William Brook-Smith
- Brook-Smith in the 1907–08 season

Personal information
- Full name: William Brook Smith
- Born: 1 May 1885 Auckland, New Zealand
- Died: 2 August 1952 (aged 67) Auckland, New Zealand
- Nickname: Brooky
- Batting: Right-handed
- Bowling: Right-arm

Domestic team information
- 1904/05–1922/23: Auckland

Career statistics
| Competition | First-class |
| Matches | 30 |
| Runs scored | 1,279 |
| Batting average | 27.21 |
| 100s/50s | 2/4 |
| Top score | 112* |
| Balls bowled | 1,008 |
| Wickets | 24 |
| Bowling average | 26.00 |
| 5 wickets in innings | 0 |
| 10 wickets in match | 0 |
| Best bowling | 4/63 |
| Catches/stumpings | 16/– |
- Source: ESPNcricinfo, 1 January 2020

= William Brook-Smith =

New Zealand cricketer

William Brook-Smith or William Brook Smith (1 May 1885 – 2 August 1952) was a New Zealand cricketer. He played 29 first-class matches for Auckland between 1905 and 1923.

==Family and early life==
Smith was born in Auckland and named William Brook Smith, son of James Henry Smith, an immigrant from Yorkshire, and Mary Smith, from Ireland.
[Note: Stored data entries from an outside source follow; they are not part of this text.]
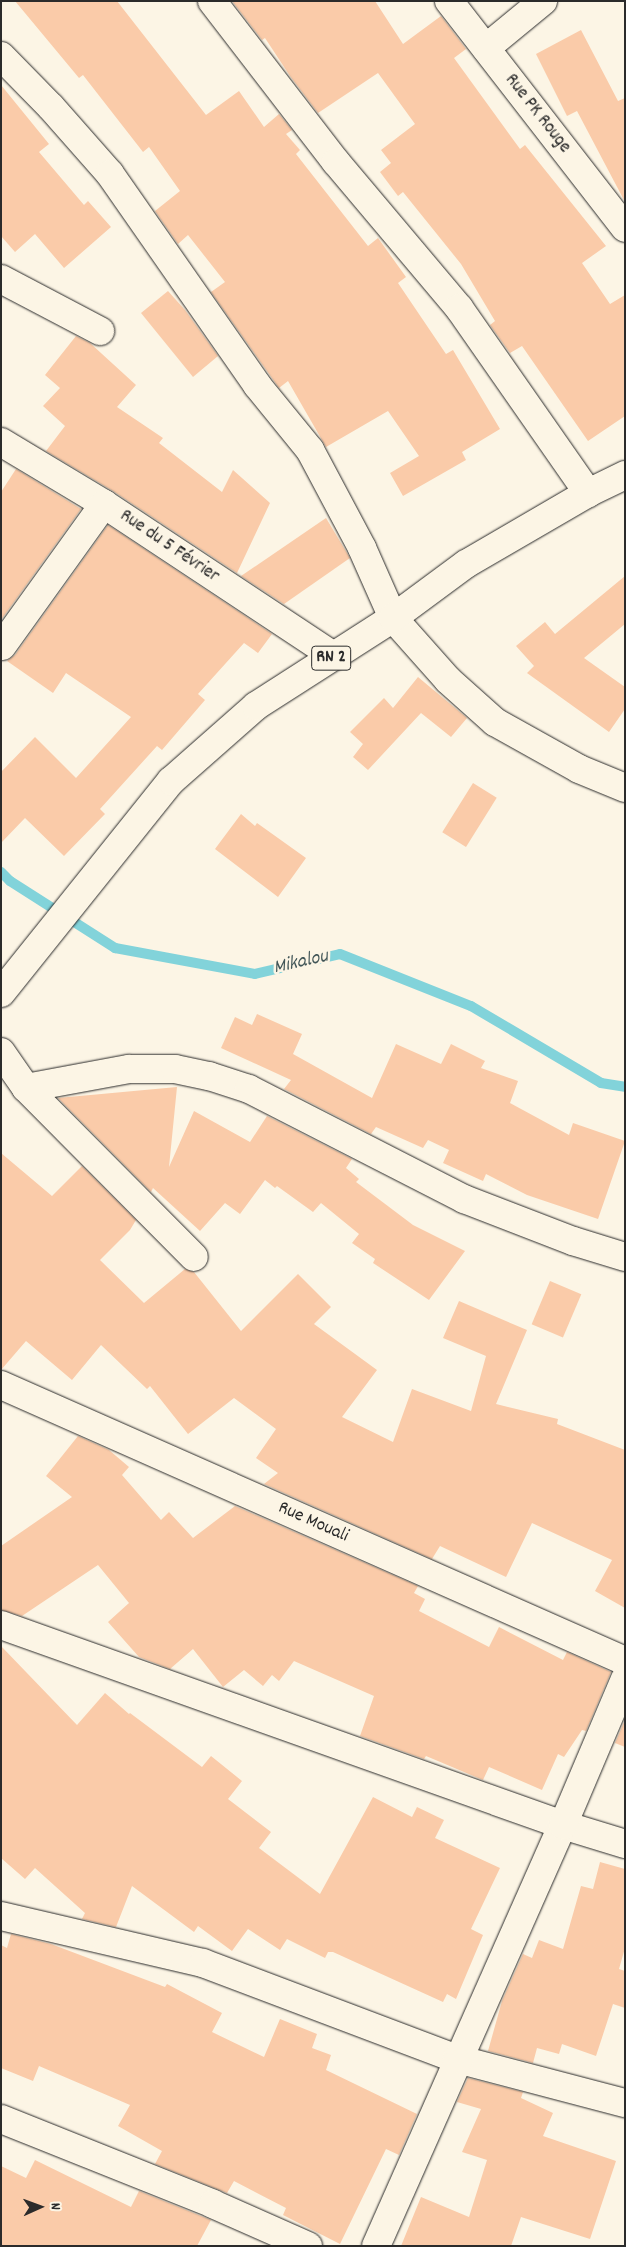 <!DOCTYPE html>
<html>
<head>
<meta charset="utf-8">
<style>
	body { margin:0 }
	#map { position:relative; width:626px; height:2247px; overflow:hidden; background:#fcf5e5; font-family:Dekko,sans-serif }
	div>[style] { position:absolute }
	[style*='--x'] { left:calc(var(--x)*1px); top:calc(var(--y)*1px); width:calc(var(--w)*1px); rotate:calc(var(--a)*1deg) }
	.stream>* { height:10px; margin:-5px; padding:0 5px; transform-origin:5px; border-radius:5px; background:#82d3da }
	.building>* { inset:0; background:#facba9; transform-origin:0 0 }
	.roads { filter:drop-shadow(0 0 1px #2b2b2b) drop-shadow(0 0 1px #2b2b2b) }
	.street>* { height:28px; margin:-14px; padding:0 14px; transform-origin:14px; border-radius:14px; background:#fcf5e5 }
	.highway>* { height:28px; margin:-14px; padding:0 14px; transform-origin:14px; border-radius:14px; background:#fcf5e5 }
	span { translate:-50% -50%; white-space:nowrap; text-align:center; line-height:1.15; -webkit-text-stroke:5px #fcf5e5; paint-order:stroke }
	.shield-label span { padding:1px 4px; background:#fcf5e5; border:1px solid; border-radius:4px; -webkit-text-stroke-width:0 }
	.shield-label { font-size:18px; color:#2b2b2b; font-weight:700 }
	.street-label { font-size:19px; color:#2b2b2b }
	.water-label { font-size:20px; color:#415557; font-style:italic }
	.frame { position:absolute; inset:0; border:2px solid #2b2b2b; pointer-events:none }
	.north { position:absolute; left:15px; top:2182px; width:50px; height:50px; -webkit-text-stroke:4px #fcf5e5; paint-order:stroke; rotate:88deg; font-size:14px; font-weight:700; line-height:20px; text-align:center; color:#2b2b2b }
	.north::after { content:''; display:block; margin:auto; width:18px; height:22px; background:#2b2b2b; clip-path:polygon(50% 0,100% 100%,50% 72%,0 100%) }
</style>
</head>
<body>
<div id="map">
	<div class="stream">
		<i style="--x:1;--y:872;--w:13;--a:45"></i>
		<i style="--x:10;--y:881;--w:125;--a:32.5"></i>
		<i style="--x:115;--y:948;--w:142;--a:10.5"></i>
		<i style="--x:255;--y:974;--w:87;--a:-13.2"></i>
		<i style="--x:340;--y:954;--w:141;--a:21.7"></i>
		<i style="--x:471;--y:1006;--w:151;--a:30.6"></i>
		<i style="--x:601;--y:1083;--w:24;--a:9"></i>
	</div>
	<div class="building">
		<i style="clip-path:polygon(15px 1px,117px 1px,206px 115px,239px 91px,264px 127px,279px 114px,292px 130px,286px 134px,300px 150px,296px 154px,368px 246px,378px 238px,406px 277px,398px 283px,446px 354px,453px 350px,500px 429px,462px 452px,466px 460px,403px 496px,390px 473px,419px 456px,388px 411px,326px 447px,288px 381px,279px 388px,211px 292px,225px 282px,188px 235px,178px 244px,155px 211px,180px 191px,149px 147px,143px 152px,83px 75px,79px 78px)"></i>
		<i style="clip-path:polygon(232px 1px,375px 1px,403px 44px,441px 16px,466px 49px,454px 58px,520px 149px,525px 145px,606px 246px,582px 263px,610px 304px,625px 295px,625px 416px,588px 441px,522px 346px,510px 353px,490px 325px,495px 321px,461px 264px,403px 192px,398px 196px,380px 172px,391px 163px,381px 150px,415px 124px,378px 73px,318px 113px,290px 76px,265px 38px,262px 40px)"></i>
		<i style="clip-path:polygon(581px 30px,618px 101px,625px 98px,625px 202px,577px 111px,567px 116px,536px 54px)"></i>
		<i style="clip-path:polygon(1px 85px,49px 144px,39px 152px,84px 205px,88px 201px,111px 227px,64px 268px,35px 234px,15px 252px,1px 236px)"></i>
		<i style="clip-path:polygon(168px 291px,185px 310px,218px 356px,193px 377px,141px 313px)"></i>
		<i style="clip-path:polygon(76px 336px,90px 343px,136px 385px,117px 407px,163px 438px,159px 443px,222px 492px,233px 470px,270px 503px,237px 573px,113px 491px,46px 451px,65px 426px,43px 406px,60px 388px,45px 375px)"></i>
		<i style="clip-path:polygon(16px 469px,81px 509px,1px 620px,1px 492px)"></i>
		<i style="clip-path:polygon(326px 518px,350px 558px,284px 604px,241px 576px)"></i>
		<i style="clip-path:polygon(108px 525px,272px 634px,258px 653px,244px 643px,198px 694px,205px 700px,162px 750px,157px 746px,100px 809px,105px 814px,64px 856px,25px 818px,1px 843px,1px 772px,35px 737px,76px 778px,131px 717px,66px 673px,53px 693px,7px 661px,15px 655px)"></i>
		<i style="clip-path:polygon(625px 576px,625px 624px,584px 658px,625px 687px,625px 709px,609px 732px,527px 673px,534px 666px,516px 646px,545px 622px,555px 634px)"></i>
		<i style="clip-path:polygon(418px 677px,467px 718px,451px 737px,421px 713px,368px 770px,353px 757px,363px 744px,350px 732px,384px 698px,393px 708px)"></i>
		<i style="left:473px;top:783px;width:28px;height:58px;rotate:32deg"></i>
		<i style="clip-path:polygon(241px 814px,255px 826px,257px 823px,306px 858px,278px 897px,215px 849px)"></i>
		<i style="clip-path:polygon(257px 1014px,302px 1034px,293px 1054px,372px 1098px,396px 1044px,441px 1064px,451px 1044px,485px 1061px,481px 1068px,518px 1081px,510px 1103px,569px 1135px,573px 1123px,625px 1141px,598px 1219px,527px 1195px,486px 1174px,483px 1181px,443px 1163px,449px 1150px,428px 1140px,423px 1148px,376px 1127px,371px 1134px,284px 1089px,291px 1080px,221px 1048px,235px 1017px,252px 1025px)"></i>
		<i style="clip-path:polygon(177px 1087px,169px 1167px,194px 1111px,250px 1142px,267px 1116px,352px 1159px,346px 1168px,359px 1179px,356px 1182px,413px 1225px,465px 1251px,429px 1300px,373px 1263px,375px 1259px,352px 1243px,359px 1234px,321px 1203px,313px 1212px,277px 1186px,275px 1188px,265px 1180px,240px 1214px,225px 1203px,200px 1231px,153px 1188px,151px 1192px,58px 1098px)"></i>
		<i style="clip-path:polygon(1px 1153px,52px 1196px,82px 1166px,136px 1220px,130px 1230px,100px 1260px,144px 1303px,185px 1269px,194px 1272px,241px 1331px,298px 1274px,331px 1307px,314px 1324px,377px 1370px,342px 1417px,393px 1442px,412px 1389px,471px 1411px,486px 1356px,443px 1338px,459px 1301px,527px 1330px,496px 1404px,558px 1419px,557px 1424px,625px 1450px,625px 1608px,595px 1591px,612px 1560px,532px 1523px,506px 1577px,440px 1546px,432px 1559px,264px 1484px,278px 1473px,256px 1458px,276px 1429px,234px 1398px,188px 1434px,150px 1386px,147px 1389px,101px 1345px,72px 1380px,26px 1341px,1px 1370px)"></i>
		<i style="left:550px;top:1281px;width:34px;height:47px;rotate:23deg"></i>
		<i style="clip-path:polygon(78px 1436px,109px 1450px,129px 1467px,122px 1475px,161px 1520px,169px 1512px,193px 1538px,235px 1506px,418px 1586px,414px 1593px,425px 1599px,419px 1611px,489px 1647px,499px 1627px,563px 1660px,567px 1652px,611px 1672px,586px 1731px,582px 1730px,564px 1757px,558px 1754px,542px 1790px,489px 1767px,483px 1780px,426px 1756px,424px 1759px,360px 1736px,374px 1696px,294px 1661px,279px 1681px,272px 1675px,263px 1686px,244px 1670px,223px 1687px,193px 1649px,170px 1669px,139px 1657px,108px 1622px,129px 1603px,98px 1565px,22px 1616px,1px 1610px,1px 1546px,72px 1497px,46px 1476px)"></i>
		<i style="clip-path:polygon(1px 1646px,77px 1725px,105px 1693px,129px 1714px,130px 1713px,202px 1767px,211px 1756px,242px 1781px,228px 1799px,271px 1832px,259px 1848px,320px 1894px,373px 1797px,412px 1817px,417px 1807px,444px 1820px,435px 1838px,500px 1868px,471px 1929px,483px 1935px,456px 1999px,447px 1994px,443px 2002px,333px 1952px,328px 1952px,325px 1958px,287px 1939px,280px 1950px,248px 1929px,232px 1951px,198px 1926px,194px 1932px,132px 1886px,116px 1927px,82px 1919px,85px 1913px,35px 1868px,25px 1879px,1px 1858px)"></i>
		<i style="clip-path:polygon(625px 1720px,625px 1747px,615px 1743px)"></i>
		<i style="clip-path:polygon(600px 1862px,625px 1869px,625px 1948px,619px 1969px,625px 1971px,625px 2008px,613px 2004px,596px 2056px,562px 2044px,559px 2054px,537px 2048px,533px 2063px,488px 2051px,502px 2001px,523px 1954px,532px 1958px,539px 1940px,563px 1949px,581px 1886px,593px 1889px)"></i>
		<i style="clip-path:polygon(11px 1934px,51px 1944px,165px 1987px,167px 1984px,222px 2013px,212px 2032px,264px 2057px,280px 2019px,317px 2034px,312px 2048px,331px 2055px,326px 2070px,417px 2114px,399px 2155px,386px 2149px,340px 2244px,283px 2215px,286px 2208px,234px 2181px,227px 2193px,155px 2164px,162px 2151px,118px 2126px,130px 2105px,39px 2066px,33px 2081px,1px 2068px,1px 1945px,7px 1948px)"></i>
		<i style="clip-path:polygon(468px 2078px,523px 2092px,521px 2098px,553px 2113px,543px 2136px,616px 2161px,590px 2239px,521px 2217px,511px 2246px,401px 2246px,421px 2197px,469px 2217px,487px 2160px,462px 2152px,481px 2109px,457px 2102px)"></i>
		<i style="clip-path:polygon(35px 2160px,131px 2207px,139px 2191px,211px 2220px,197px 2246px,1px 2246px,1px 2166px,26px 2178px)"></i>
	</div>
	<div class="roads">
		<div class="street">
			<i style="--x:212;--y:1;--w:203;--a:52.4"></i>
			<i style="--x:336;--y:162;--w:191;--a:49.9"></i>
			<i style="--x:459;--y:308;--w:226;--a:55.1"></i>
			<i style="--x:449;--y:1;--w:287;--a:52.2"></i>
			<i style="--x:486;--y:48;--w:74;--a:-39.5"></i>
			<i style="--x:1;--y:56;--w:71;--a:45.6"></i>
			<i style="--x:51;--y:107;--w:89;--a:48.6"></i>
			<i style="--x:110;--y:174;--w:257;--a:55.1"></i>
			<i style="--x:257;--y:385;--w:84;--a:50.8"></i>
			<i style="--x:310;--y:450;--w:111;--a:62"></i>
			<i style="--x:362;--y:548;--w:77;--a:66.1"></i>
			<i style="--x:393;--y:618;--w:83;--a:48.4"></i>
			<i style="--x:448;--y:680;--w:63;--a:41.8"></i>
			<i style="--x:495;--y:722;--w:96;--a:29.2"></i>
			<i style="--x:579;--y:769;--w:50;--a:22.4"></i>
			<i style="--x:1;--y:279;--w:112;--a:27.7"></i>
			<i style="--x:1;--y:442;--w:120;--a:31"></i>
			<i style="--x:104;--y:504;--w:276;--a:33.5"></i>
			<i style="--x:2;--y:646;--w:175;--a:-54.3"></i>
			<i style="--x:1;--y:1052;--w:44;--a:55.2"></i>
			<i style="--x:26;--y:1088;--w:238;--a:45.2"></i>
			<i style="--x:26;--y:1088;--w:105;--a:-10.5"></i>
			<i style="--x:129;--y:1069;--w:46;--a:0"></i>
			<i style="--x:175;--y:1069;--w:35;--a:12"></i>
			<i style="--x:209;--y:1076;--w:42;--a:18"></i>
			<i style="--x:249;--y:1089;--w:242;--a:27.1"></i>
			<i style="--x:464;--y:1199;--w:117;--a:21.1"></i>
			<i style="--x:573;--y:1241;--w:54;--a:17.1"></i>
			<i style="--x:1;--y:1385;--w:682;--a:23.86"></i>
			<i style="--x:1;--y:1625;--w:597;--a:19.59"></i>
			<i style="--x:563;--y:1825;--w:65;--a:17"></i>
			<i style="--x:1;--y:1916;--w:207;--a:13.1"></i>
			<i style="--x:203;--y:1963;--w:272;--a:20.7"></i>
			<i style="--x:457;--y:2059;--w:174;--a:14.7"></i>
			<i style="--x:1;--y:2119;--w:228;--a:21.8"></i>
			<i style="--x:213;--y:2204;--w:104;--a:23.9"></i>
			<i style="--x:376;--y:2246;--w:461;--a:-66.1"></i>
			<i style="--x:563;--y:1825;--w:159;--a:-67"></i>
		</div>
		<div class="highway">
			<i style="--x:1;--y:993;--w:272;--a:-51.3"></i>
			<i style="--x:171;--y:781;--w:113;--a:-41.4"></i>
			<i style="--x:256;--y:706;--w:163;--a:-32.7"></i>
			<i style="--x:393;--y:618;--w:91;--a:-36.5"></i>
			<i style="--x:466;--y:564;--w:141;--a:-30.2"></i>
			<i style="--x:588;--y:493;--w:41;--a:-25.9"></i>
		</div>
	</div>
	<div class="shield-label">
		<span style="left:331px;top:658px">RN 2</span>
	</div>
	<div class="street-label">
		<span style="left:537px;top:114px;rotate:52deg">Rue PK Rouge</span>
		<span style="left:169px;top:547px;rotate:34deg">Rue du 5 Février</span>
		<span style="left:313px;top:1523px;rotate:24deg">Rue Mouali</span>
	</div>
	<div class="water-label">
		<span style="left:301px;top:963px;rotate:-13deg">Mikalou</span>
	</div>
	<div class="frame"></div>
	<div class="north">N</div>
</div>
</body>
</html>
Although he was generally known in cricket circles by the surname "Brook-Smith", he appears to have never changed his surname from "Smith". He was educated at Prince Albert College in Auckland.

==Career==
In his first first-class match, aged 19, Brook-Smith scored 112 not out, reaching his century in 105 minutes, against Hawke's Bay in March 1905. He and James Hussey added 115 for the ninth wicket. Auckland won by an innings, and nobody else in the match reached 50. In December 1905 The New Zealand Herald described him as a "stylish and dashing young batsman, particularly good in late cutting, and free scorer all round [the] wicket".

In 1907-08 he played in the first Plunket Shield match, opening the batting with Lancelot Hemus and making 53 of their partnership of 100. Later that season he scored 110, the only century of the match, when Auckland beat Otago. In 1910-11 he was the highest scorer in a low-scoring match against Wellington, making 33 and 72 not out in a narrow victory that enabled Auckland to retain the Plunket Shield.

He played once for New Zealand, in their last match before World War I, scoring 46 and 18 against Australia in March 1914. He played senior club cricket in Auckland for 30 years before retiring in 1932.

From 1906 to 1910 he represented Auckland at hockey.

==Personal life==
Smith joined the Auckland Harbour Board in 1902 as a cadet in the secretary and treasurer's department. He was appointed assistant secretary of the Board in 1924 and acting secretary in 1935. He was appointed secretary of the Board in December 1936.

Smith and his wife Louisa had a son, Evan Brook Smith, and a daughter, Margery Brook Smith.